Items from a data source
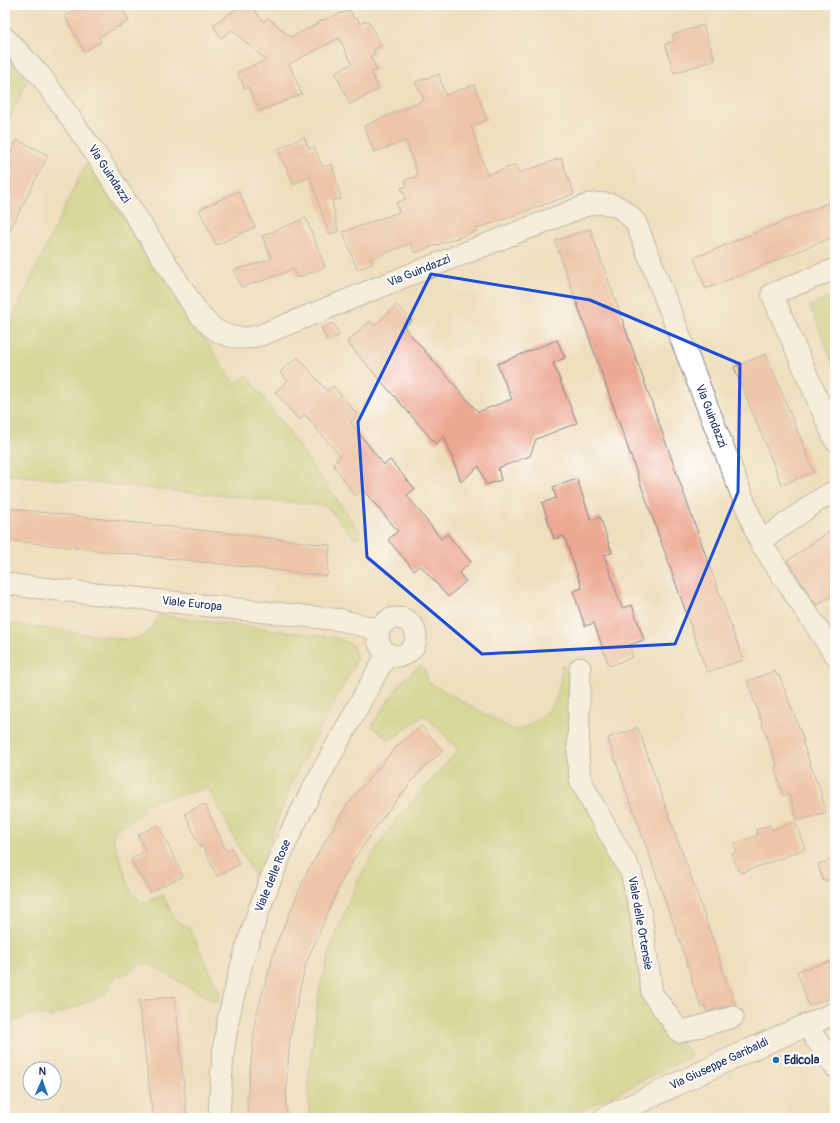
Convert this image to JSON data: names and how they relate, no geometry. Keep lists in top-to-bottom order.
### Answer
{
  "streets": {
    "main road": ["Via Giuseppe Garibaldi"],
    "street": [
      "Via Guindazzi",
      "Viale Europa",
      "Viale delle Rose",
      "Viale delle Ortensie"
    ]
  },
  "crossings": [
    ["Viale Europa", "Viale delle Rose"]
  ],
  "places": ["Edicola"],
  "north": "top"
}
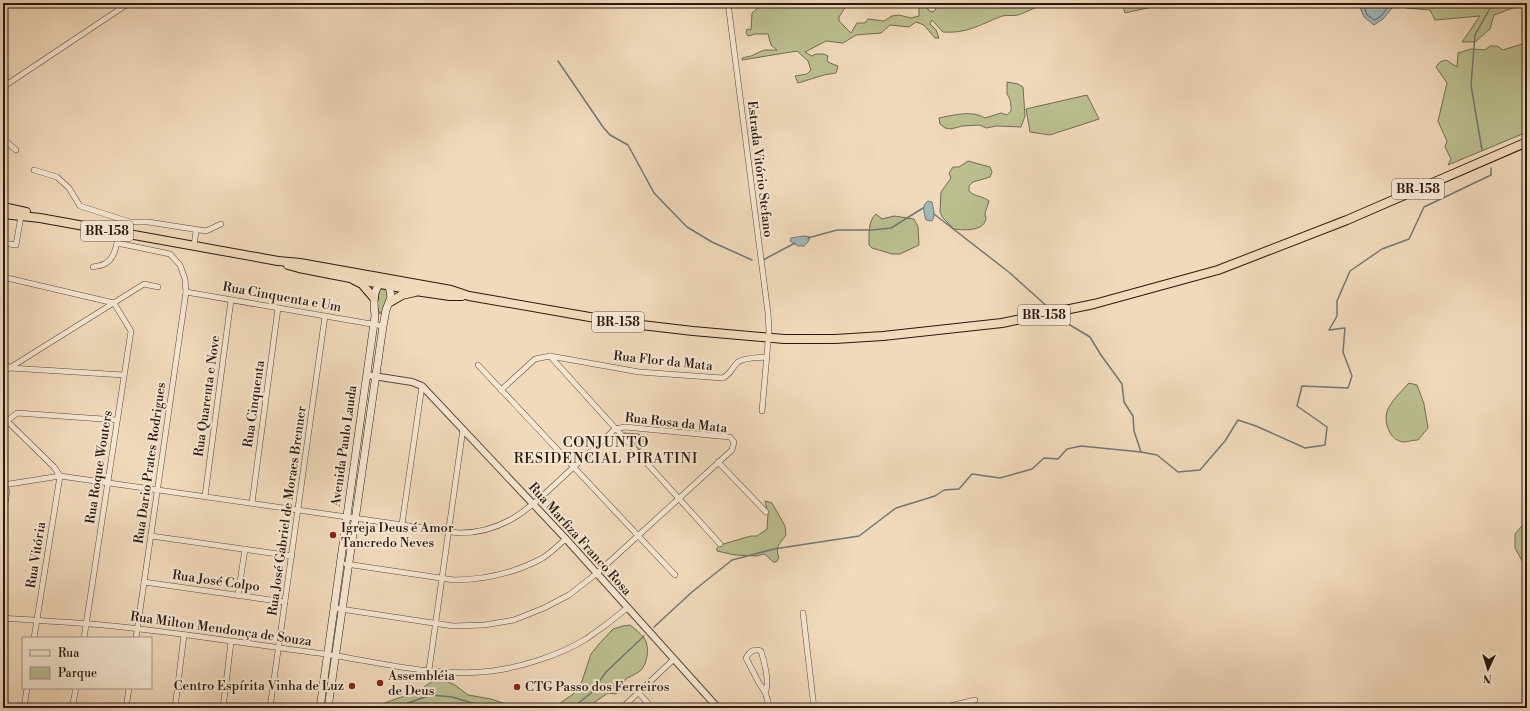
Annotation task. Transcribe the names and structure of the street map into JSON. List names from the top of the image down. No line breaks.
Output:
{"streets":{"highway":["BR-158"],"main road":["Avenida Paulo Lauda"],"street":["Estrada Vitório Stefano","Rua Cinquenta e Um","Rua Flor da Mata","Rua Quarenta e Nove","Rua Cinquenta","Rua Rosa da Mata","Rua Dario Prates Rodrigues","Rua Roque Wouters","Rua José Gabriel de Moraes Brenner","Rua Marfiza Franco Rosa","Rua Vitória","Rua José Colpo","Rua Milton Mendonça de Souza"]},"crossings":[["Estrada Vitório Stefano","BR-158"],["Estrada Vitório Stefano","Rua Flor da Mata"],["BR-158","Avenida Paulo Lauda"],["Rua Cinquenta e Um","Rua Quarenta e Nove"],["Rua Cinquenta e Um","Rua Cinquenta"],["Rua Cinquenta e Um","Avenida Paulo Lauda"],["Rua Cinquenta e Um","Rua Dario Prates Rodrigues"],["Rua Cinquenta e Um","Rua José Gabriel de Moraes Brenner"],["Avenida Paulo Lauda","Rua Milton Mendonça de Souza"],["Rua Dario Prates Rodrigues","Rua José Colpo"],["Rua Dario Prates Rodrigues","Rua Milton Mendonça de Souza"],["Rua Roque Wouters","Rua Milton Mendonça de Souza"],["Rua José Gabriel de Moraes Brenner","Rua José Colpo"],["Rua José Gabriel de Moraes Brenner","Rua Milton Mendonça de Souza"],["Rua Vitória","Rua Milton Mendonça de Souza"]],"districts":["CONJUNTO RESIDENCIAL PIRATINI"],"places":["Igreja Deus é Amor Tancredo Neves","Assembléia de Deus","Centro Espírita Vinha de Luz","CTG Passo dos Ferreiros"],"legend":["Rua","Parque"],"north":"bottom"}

==

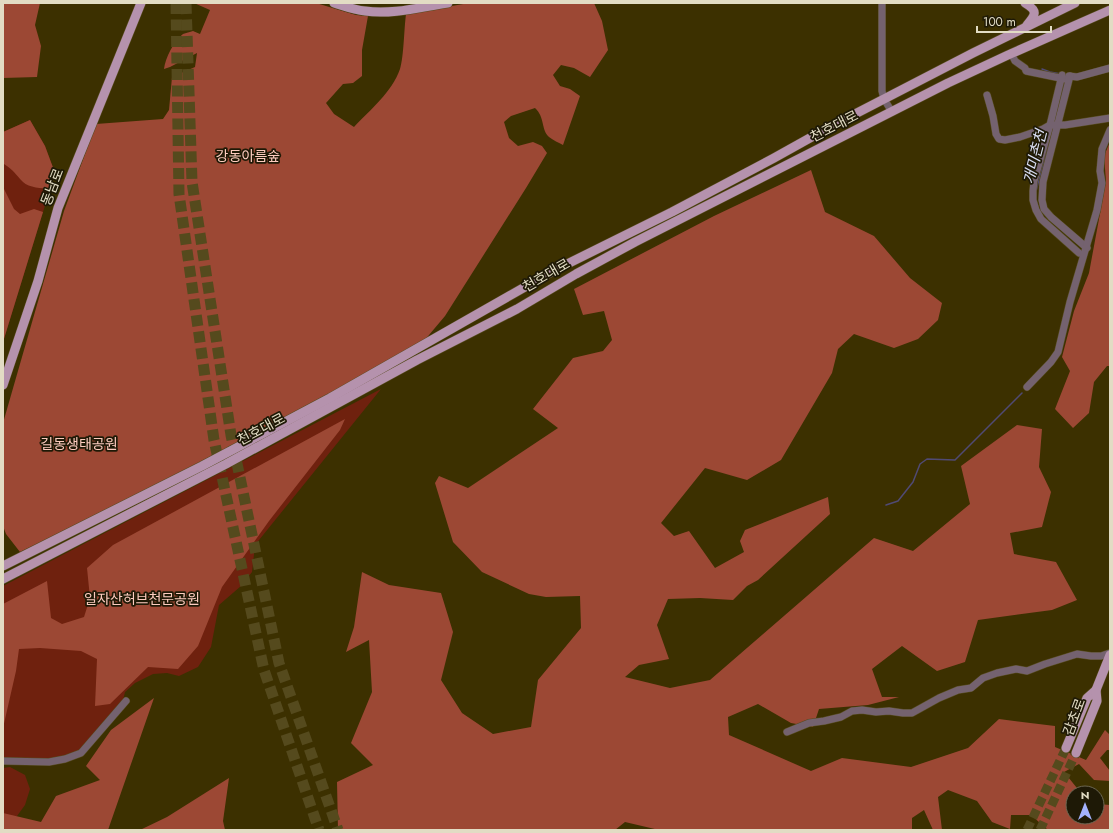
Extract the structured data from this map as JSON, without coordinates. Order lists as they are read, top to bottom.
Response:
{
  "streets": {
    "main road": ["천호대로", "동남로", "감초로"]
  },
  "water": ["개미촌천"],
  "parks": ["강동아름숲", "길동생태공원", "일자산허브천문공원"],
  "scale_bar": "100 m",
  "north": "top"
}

Your goal: Copy every line above that includes the string "they".

Your solution:
Convert this image to JSON data: names and how they relate, no geometry. Keep lists in top-to-bottom order.
Extract the structured data from this map as JSON, without coordinates. Order lists as they are read, top to bottom.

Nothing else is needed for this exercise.